The retailer, which owns the Chico’s, Soma, and Black House | White Market chains, has already spent the better part of the first half of 2016 laying out plans to improve the company’s performance and deliver more value to shareholders. Meanwhile, Barington Capital Group, which owns a 1.6 percent share of the company, launched a bid to gain two board seats in May. At the time, Barington claimed in a letter that Chico’s share price was down 77 percent from its all-time high in 2006. The company also claimed that the retailer needed to significantly reduce its corporate overhead and cut down on expenses, including advertising.
Barington executives said that they wanted the company to improve the execution and corporate strategy at each of its business lines; and improve its corporate governance and executive compensation practices.
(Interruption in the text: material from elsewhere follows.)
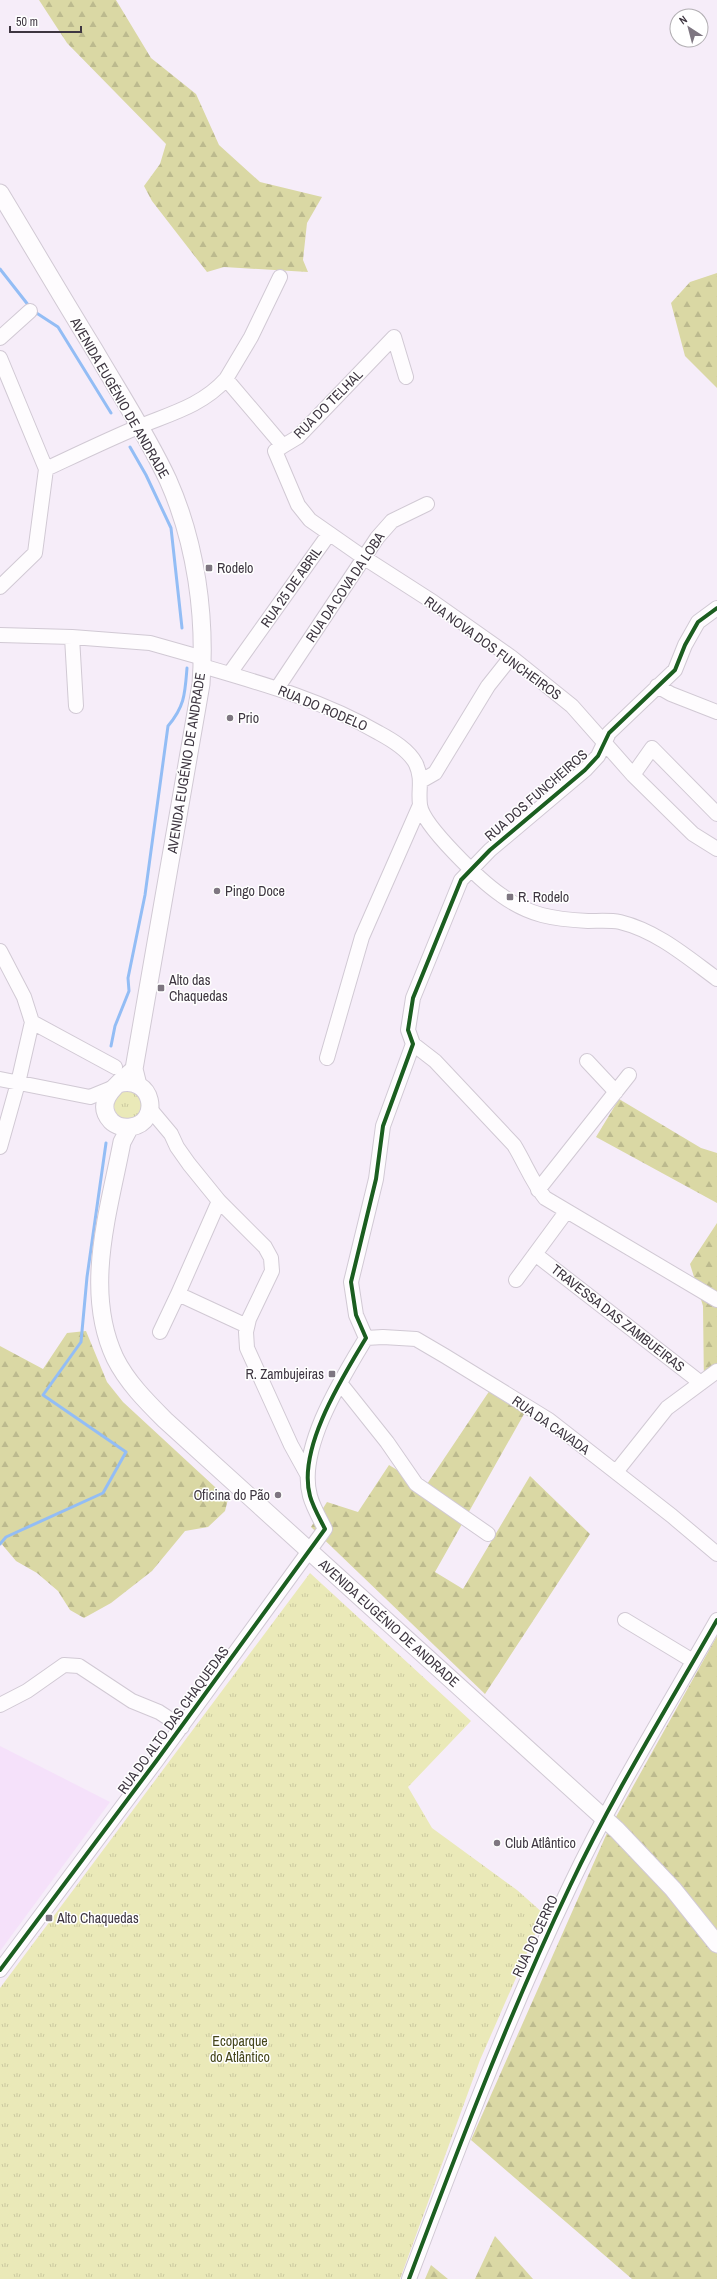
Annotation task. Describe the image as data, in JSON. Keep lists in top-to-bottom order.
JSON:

In a skirmish of statements that ensued over the following weeks, Chico’s FAS informed the company’s shareholders of plans that it was already making to control costs and improve management. For instance, in April Chico’s said it de-centralized its digital commerce and marketing functions so that they would serve the brands more closely. Instead of one corporate-level executive handling the two responsibilities, the brand presidents were to assume those responsibilities. Meanwhile, Barington took credit for some of the decisions, including that one.
Although the New York-based investment firm detailed how it thought Chico’s, which operates 1,517 stores, should cut costs, much less was said about how the company should improve its core operations. Industry analysts note that although Chico’s successfully resisted a proxy challenge this time around, the company will have to have a solid plan to improve its core operations if it wants to remain autonomous and maintain success.
“We’re in round one, but nothing is over,” says Howard Davidowitz, chairman of Davidowitz & Associates, Inc., a national retail consulting and investment banking firm headquartered in New York. “If things start improving, everyone will be happy, including Barington.”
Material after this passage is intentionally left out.